RSZPlasticBefore you start on drawing up your spreadsheets and making comparative lists to find the common denominator in this question, let me put your questioning mind at ease: Plastic.

Perhaps it might seem an odd thing to find in common, but it’s nearly impossible to buy these products (and in fact most of our consumables) in New Zealand without purchasing plastic. Think about it. How do you get any form of meat in NZ without it wrapped plastic packaging? Own a farm you say? Well I can tell you that I’ve received farm meat before, and the butcher puts your prized animal in plastic bags.

I dare you to do a normal grocery shop and look at what isn’t wrapped plastic. Look in your rubbish bag before the week’s end.

Why are cheap fruit and veges almost always in plastic?

Why are so many products putting plastic around their cardboard packaging?

I started noticing the amount of plastic in my life, and it disturbed me. Why? Well, if you didn’t know or need convincing about the myriad of environmental and health problems linked to plastic then all me to direct you here, or here, or here, or here. Plus I believe in a God who created a world that was good, and he doesn’t like to see it groaning or people suffering because of the way in which we are destroying eco-systems.

So in an attempt to challenge myself about the plastic in my life, earlier this year I did something:

Not purchase anything in plastic for 3 whole weeks!!

I was doomed to fail.

But, I was determined to do it, or if I failed, prove my point twice-over about our consumerist dependence on a destructive material.

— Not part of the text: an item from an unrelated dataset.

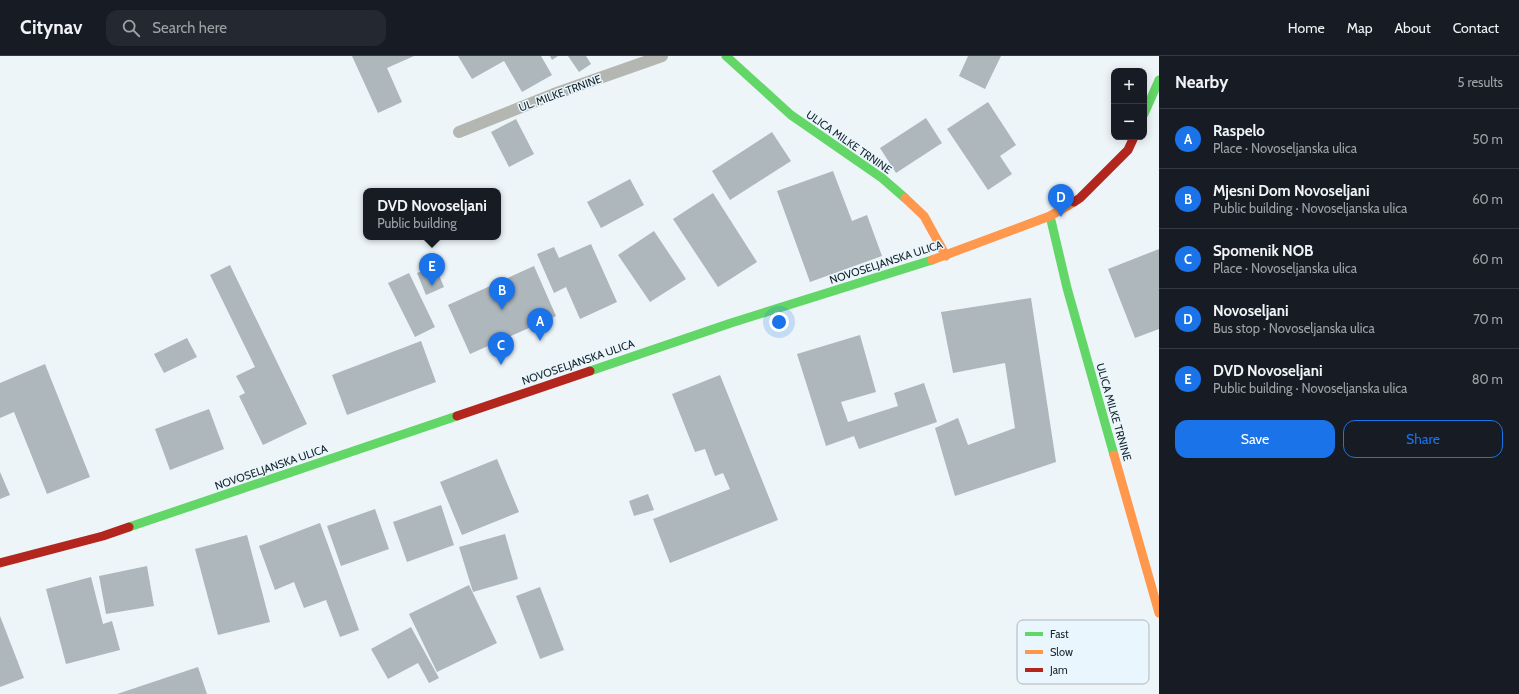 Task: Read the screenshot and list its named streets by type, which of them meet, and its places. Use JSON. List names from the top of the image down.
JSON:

It was a journey. I was surprised how difficult it was and what I found most challenging, but was proud of my amazing plastic-free-finds along the way (like this toilet paper and these toothpaste tablets!). And I achieved my three weeks. But I couldn’t sustainably live plastic free for much longer.

What I learned:

  • Not buying plastic isn’t always the best option. Sometimes the not-plastic alternative is worse for the environment than plastic that is recyclable. As an example, Milk inTetrapaks rather than the plastic milk bottles is a tricksy one; it looks like cardboard but it’s NOT CARDBOARD, nor recyclable. (I bought milk powder in an aluminium tin.)
  • Any choice to live in a way that is not the easiest and most convenient for us means planning must be our best friend. Being caught ‘unawares’ when you run out of an essential item, or you leave your lunch at home (true story) makes going plastic free very difficult. I had to ask: Am I willing to go without food today for this cause?
  • Going cold-turkey on plastic is tiring and impossible to sustain. I got somewhat fed-up with the battle by the time three weeks was up and was guiltily lazy about some purchases in the following month. Now I’ve had time to reflect, I’ve been able to take a slower more sustainable approach to keep up certain plastic-free purchasing habits and look for the next thing to try and change.
  • People may not get it or call us crazy, others will be intrigued and encourage us along the journey. (Thanks to my hubby who got on board with the whole crazy scheme!) But it made me realise: it’s hard to make life changes big or small on our own. Having friends to journey with on whatever sustainable/ethical change we want to make is soooo encouraging. Plus surrounding yourself with the amazing amount of online support, resources and ideas like these guys was great!
  • The other thing I found really fascinating about the plastic free adventure, is that it was exceptionally hard to do on a budget. I’m coming to the conclusion that organic or ethical shopping choices are a privilege of the wealthy. Hmmmm… Think on that.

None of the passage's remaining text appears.